WORK INSTRUCTIONS
If a line of the records contains the word "poiNames", list it.

BEGIN RECORDS PROVIDED

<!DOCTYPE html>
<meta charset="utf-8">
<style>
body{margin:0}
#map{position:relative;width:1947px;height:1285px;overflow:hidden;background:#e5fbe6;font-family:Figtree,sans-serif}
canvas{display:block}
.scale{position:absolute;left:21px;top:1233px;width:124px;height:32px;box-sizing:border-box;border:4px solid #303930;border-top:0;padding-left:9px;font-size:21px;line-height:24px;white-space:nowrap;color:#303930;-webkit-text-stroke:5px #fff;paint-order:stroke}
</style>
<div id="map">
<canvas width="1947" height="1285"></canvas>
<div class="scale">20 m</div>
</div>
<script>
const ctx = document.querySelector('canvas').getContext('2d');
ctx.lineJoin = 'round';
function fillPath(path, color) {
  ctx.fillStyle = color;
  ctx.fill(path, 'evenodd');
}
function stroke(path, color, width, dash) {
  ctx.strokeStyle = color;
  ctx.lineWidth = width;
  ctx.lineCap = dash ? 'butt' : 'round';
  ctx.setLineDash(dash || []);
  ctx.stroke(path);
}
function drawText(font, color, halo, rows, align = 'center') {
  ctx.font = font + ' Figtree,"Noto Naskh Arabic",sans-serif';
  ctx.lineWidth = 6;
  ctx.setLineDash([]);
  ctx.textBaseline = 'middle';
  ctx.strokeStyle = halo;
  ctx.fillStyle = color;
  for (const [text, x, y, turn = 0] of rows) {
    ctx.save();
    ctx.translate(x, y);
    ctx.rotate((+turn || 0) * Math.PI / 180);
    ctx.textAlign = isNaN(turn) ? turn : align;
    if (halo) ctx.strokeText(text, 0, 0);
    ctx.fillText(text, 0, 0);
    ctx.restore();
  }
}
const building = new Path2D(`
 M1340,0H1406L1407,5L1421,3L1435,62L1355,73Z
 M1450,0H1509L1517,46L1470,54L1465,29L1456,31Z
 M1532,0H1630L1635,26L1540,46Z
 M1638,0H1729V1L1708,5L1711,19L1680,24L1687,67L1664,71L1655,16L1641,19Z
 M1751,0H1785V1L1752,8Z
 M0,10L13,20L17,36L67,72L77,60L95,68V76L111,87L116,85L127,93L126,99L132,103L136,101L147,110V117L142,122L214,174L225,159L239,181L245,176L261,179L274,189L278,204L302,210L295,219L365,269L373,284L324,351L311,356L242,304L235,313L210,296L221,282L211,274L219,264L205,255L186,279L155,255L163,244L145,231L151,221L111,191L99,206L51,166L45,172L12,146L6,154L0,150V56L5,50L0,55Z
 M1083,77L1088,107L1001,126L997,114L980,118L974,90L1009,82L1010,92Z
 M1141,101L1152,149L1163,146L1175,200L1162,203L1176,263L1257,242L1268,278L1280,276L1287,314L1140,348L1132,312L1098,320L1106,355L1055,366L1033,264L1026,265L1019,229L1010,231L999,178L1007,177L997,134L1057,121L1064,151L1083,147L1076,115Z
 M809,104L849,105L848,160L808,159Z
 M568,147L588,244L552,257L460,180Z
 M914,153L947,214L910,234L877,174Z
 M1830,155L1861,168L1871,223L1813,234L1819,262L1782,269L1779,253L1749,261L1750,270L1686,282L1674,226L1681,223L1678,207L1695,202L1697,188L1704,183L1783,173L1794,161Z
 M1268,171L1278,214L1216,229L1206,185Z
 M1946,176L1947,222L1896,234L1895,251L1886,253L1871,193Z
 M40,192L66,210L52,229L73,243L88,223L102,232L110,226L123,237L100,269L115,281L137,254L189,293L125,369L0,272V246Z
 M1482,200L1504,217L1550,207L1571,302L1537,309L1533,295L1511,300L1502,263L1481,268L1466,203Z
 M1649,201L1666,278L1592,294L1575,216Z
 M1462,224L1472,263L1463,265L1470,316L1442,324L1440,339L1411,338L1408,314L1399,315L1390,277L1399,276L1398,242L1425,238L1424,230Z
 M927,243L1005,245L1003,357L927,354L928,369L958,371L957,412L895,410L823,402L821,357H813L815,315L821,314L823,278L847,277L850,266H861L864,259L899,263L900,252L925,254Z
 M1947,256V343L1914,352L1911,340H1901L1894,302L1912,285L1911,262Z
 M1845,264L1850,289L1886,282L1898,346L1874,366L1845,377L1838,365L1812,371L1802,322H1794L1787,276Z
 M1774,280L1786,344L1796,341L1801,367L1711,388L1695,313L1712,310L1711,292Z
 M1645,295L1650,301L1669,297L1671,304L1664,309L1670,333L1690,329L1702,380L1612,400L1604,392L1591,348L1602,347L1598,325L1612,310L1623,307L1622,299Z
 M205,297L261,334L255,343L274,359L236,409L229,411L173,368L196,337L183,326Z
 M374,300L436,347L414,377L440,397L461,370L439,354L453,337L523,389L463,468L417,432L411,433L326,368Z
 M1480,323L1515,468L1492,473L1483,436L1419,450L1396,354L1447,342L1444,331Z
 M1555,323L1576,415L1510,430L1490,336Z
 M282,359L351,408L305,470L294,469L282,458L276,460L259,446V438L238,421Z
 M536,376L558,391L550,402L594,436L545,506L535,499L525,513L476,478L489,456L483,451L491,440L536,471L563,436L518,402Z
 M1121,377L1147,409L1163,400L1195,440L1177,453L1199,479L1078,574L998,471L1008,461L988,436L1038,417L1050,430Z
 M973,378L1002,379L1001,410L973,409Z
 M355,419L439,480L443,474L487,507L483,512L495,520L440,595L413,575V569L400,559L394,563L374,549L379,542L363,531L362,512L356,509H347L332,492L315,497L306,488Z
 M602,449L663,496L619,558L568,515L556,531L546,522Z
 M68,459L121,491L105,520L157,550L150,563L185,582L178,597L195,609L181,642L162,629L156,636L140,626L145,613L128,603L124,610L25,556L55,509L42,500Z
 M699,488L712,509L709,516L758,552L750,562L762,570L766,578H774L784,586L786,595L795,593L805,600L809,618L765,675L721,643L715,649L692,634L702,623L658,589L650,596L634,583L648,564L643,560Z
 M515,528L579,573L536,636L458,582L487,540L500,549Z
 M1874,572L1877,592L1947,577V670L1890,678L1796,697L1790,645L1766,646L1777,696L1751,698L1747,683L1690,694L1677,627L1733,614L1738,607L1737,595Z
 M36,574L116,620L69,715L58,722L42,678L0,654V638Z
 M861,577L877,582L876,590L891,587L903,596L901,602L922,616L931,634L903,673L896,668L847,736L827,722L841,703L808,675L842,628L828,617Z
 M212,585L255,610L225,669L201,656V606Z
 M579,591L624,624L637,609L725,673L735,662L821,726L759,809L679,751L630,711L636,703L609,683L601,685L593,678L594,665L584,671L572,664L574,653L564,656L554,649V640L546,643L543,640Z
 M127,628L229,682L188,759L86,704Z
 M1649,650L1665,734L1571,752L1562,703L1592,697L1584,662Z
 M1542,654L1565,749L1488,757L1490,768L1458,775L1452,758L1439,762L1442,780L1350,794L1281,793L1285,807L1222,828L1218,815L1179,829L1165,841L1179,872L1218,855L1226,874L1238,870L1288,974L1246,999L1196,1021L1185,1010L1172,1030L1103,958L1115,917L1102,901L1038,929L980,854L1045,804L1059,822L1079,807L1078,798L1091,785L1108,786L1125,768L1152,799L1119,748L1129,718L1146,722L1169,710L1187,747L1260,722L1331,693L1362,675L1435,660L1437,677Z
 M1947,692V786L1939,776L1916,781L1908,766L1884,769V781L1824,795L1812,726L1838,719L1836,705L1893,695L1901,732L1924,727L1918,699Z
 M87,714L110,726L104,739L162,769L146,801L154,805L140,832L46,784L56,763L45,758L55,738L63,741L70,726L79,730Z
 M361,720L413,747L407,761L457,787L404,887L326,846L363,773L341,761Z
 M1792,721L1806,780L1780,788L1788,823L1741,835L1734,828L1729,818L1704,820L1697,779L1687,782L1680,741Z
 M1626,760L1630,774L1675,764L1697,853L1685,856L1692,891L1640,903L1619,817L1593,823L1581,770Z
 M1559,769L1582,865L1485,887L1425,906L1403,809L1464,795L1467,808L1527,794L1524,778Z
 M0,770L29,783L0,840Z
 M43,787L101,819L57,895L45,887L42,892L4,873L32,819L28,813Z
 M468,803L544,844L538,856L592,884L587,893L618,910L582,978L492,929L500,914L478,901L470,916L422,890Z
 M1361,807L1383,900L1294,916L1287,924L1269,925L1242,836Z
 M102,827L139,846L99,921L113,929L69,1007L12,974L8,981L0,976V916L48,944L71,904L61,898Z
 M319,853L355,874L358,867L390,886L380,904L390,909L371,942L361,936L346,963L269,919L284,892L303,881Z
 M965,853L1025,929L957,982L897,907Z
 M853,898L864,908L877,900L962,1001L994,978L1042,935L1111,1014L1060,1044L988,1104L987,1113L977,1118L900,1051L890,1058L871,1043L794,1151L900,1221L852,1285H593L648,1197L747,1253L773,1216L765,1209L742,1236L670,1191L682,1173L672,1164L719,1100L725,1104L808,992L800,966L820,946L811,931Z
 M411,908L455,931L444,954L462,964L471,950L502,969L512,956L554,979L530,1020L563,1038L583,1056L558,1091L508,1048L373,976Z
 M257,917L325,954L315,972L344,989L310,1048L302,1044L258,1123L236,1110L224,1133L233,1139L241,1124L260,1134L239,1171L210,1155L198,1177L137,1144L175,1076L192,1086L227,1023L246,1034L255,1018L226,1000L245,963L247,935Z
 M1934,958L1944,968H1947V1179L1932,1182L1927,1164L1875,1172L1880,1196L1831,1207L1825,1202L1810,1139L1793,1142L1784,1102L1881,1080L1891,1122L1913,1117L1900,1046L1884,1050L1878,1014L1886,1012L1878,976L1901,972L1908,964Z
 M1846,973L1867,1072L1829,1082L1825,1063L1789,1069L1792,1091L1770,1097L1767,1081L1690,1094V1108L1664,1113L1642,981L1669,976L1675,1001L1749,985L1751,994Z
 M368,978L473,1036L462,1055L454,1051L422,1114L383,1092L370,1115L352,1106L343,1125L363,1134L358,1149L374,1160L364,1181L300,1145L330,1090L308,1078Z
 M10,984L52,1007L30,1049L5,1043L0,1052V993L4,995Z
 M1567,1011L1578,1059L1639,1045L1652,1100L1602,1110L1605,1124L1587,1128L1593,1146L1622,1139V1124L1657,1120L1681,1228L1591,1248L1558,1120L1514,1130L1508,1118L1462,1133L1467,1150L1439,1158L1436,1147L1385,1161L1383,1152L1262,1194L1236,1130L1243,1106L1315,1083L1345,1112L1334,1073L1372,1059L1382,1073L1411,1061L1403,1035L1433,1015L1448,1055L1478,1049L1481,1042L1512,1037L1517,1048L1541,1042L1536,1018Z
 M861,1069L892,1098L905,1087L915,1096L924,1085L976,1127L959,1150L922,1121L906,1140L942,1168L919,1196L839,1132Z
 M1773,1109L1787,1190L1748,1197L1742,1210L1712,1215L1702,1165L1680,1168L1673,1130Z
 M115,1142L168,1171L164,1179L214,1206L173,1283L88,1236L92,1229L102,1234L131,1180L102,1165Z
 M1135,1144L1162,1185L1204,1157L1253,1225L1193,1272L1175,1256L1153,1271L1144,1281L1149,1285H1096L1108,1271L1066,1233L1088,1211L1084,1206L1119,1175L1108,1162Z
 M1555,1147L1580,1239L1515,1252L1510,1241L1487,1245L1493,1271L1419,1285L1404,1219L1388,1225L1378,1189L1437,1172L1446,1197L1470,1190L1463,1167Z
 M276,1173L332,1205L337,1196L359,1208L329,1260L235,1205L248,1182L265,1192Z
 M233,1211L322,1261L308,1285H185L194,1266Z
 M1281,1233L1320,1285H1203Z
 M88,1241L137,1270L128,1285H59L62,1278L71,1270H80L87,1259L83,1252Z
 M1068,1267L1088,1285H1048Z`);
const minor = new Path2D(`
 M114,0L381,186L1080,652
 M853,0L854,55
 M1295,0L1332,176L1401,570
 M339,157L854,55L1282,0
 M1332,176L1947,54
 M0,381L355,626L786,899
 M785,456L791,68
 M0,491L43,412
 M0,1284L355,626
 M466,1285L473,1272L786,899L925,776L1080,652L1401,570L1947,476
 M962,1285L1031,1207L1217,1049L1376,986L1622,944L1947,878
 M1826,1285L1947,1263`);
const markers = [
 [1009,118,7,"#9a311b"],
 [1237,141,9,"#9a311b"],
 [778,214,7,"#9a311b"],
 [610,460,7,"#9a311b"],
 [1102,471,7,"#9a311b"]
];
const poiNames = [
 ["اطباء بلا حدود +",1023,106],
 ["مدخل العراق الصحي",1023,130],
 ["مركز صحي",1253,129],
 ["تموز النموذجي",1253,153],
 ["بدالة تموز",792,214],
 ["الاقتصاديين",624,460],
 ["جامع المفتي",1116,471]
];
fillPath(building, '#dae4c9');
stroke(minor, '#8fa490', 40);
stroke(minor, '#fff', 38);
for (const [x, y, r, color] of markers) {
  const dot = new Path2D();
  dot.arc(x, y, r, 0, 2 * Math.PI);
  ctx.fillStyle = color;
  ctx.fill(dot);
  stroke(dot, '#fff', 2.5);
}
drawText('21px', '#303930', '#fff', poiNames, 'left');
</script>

END RECORDS PROVIDED

TASK RESPONSE
const poiNames = [
drawText('21px', '#303930', '#fff', poiNames, 'left');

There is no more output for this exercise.